→ INSTRUCTIONS FOR THE TASK: All of the data should be copied exactly, with the pictures left out.

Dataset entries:
■ ■ ■ ■ ■ ■ ■

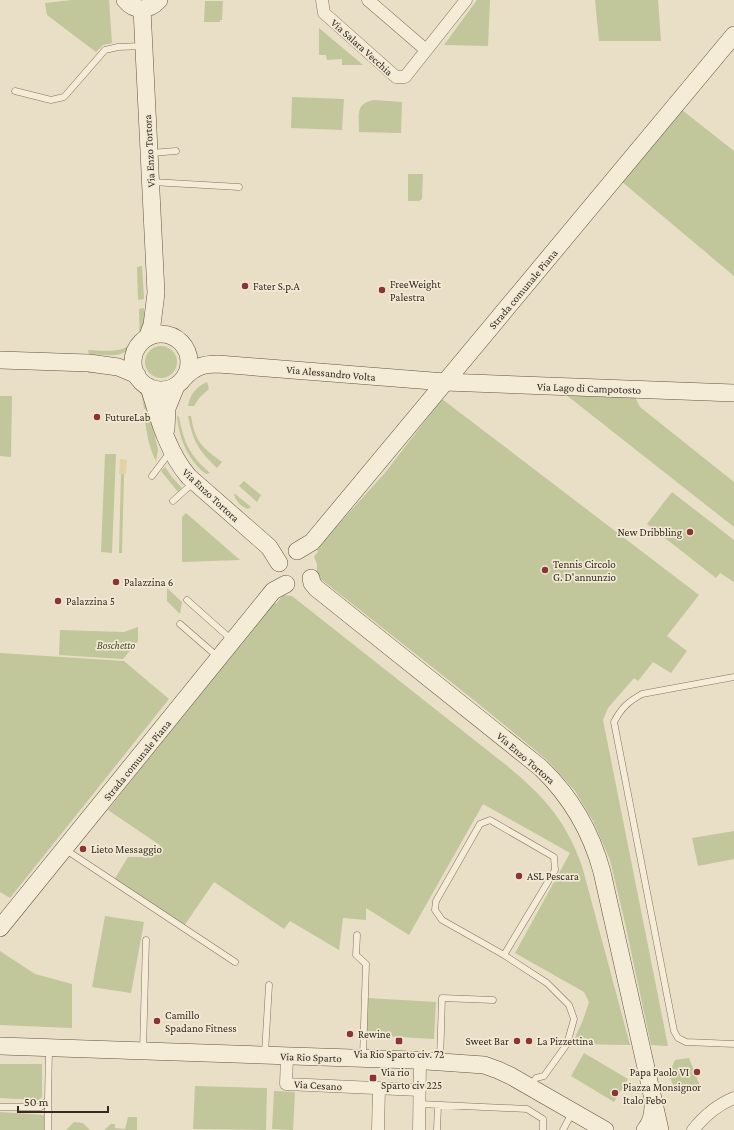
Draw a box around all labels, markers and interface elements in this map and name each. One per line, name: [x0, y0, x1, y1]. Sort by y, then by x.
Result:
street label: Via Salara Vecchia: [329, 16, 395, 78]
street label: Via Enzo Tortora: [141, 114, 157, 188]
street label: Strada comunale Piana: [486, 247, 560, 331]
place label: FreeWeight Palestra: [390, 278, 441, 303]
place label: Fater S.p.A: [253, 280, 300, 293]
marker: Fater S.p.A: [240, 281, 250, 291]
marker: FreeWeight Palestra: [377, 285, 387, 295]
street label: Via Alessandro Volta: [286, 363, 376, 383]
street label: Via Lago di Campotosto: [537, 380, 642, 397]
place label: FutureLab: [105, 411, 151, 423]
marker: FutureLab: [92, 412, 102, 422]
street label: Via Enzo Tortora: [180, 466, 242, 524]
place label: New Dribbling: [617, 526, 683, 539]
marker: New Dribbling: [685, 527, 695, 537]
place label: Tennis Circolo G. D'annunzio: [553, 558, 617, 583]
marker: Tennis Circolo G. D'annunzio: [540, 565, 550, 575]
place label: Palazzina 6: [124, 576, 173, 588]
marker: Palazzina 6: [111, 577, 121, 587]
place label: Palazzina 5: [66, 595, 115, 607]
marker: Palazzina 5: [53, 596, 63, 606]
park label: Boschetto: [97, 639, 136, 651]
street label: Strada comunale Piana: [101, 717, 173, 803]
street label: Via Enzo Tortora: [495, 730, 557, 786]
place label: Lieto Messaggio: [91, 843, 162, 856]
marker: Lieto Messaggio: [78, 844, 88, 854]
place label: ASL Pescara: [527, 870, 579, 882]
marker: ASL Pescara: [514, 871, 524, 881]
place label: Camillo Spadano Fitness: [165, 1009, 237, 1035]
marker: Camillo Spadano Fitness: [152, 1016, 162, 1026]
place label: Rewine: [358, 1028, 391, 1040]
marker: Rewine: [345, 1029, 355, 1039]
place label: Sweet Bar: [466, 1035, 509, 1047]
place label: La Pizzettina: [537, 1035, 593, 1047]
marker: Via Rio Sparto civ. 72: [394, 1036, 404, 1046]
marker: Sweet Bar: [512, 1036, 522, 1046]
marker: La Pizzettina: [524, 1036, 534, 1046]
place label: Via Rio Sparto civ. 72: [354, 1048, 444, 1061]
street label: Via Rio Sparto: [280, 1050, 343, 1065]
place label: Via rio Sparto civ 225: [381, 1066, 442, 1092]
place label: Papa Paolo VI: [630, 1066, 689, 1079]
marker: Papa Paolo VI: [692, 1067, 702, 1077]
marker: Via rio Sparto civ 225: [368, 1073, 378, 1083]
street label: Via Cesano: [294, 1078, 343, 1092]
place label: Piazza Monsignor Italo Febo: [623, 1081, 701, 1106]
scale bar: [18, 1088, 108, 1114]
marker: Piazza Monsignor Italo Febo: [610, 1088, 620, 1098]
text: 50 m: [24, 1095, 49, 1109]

■ ■ ■ ■ ■ ■ ■

→ TASK RESPONSE:
Draw a box around all labels, markers and interface elements in this map and name each. One per line, name: [x0, y0, x1, y1]. Sort by y, then by x.
Result:
street label: Via Salara Vecchia: [329, 16, 395, 78]
street label: Via Enzo Tortora: [141, 114, 157, 188]
street label: Strada comunale Piana: [486, 247, 560, 331]
place label: FreeWeight Palestra: [390, 278, 441, 303]
place label: Fater S.p.A: [253, 280, 300, 293]
marker: Fater S.p.A: [240, 281, 250, 291]
marker: FreeWeight Palestra: [377, 285, 387, 295]
street label: Via Alessandro Volta: [286, 363, 376, 383]
street label: Via Lago di Campotosto: [537, 380, 642, 397]
place label: FutureLab: [105, 411, 151, 423]
marker: FutureLab: [92, 412, 102, 422]
street label: Via Enzo Tortora: [180, 466, 242, 524]
place label: New Dribbling: [617, 526, 683, 539]
marker: New Dribbling: [685, 527, 695, 537]
place label: Tennis Circolo G. D'annunzio: [553, 558, 617, 583]
marker: Tennis Circolo G. D'annunzio: [540, 565, 550, 575]
place label: Palazzina 6: [124, 576, 173, 588]
marker: Palazzina 6: [111, 577, 121, 587]
place label: Palazzina 5: [66, 595, 115, 607]
marker: Palazzina 5: [53, 596, 63, 606]
park label: Boschetto: [97, 639, 136, 651]
street label: Strada comunale Piana: [101, 717, 173, 803]
street label: Via Enzo Tortora: [495, 730, 557, 786]
place label: Lieto Messaggio: [91, 843, 162, 856]
marker: Lieto Messaggio: [78, 844, 88, 854]
place label: ASL Pescara: [527, 870, 579, 882]
marker: ASL Pescara: [514, 871, 524, 881]
place label: Camillo Spadano Fitness: [165, 1009, 237, 1035]
marker: Camillo Spadano Fitness: [152, 1016, 162, 1026]
place label: Rewine: [358, 1028, 391, 1040]
marker: Rewine: [345, 1029, 355, 1039]
place label: Sweet Bar: [466, 1035, 509, 1047]
place label: La Pizzettina: [537, 1035, 593, 1047]
marker: Via Rio Sparto civ. 72: [394, 1036, 404, 1046]
marker: Sweet Bar: [512, 1036, 522, 1046]
marker: La Pizzettina: [524, 1036, 534, 1046]
place label: Via Rio Sparto civ. 72: [354, 1048, 444, 1061]
street label: Via Rio Sparto: [280, 1050, 343, 1065]
place label: Via rio Sparto civ 225: [381, 1066, 442, 1092]
place label: Papa Paolo VI: [630, 1066, 689, 1079]
marker: Papa Paolo VI: [692, 1067, 702, 1077]
marker: Via rio Sparto civ 225: [368, 1073, 378, 1083]
street label: Via Cesano: [294, 1078, 343, 1092]
place label: Piazza Monsignor Italo Febo: [623, 1081, 701, 1106]
scale bar: [18, 1088, 108, 1114]
marker: Piazza Monsignor Italo Febo: [610, 1088, 620, 1098]
text: 50 m: [24, 1095, 49, 1109]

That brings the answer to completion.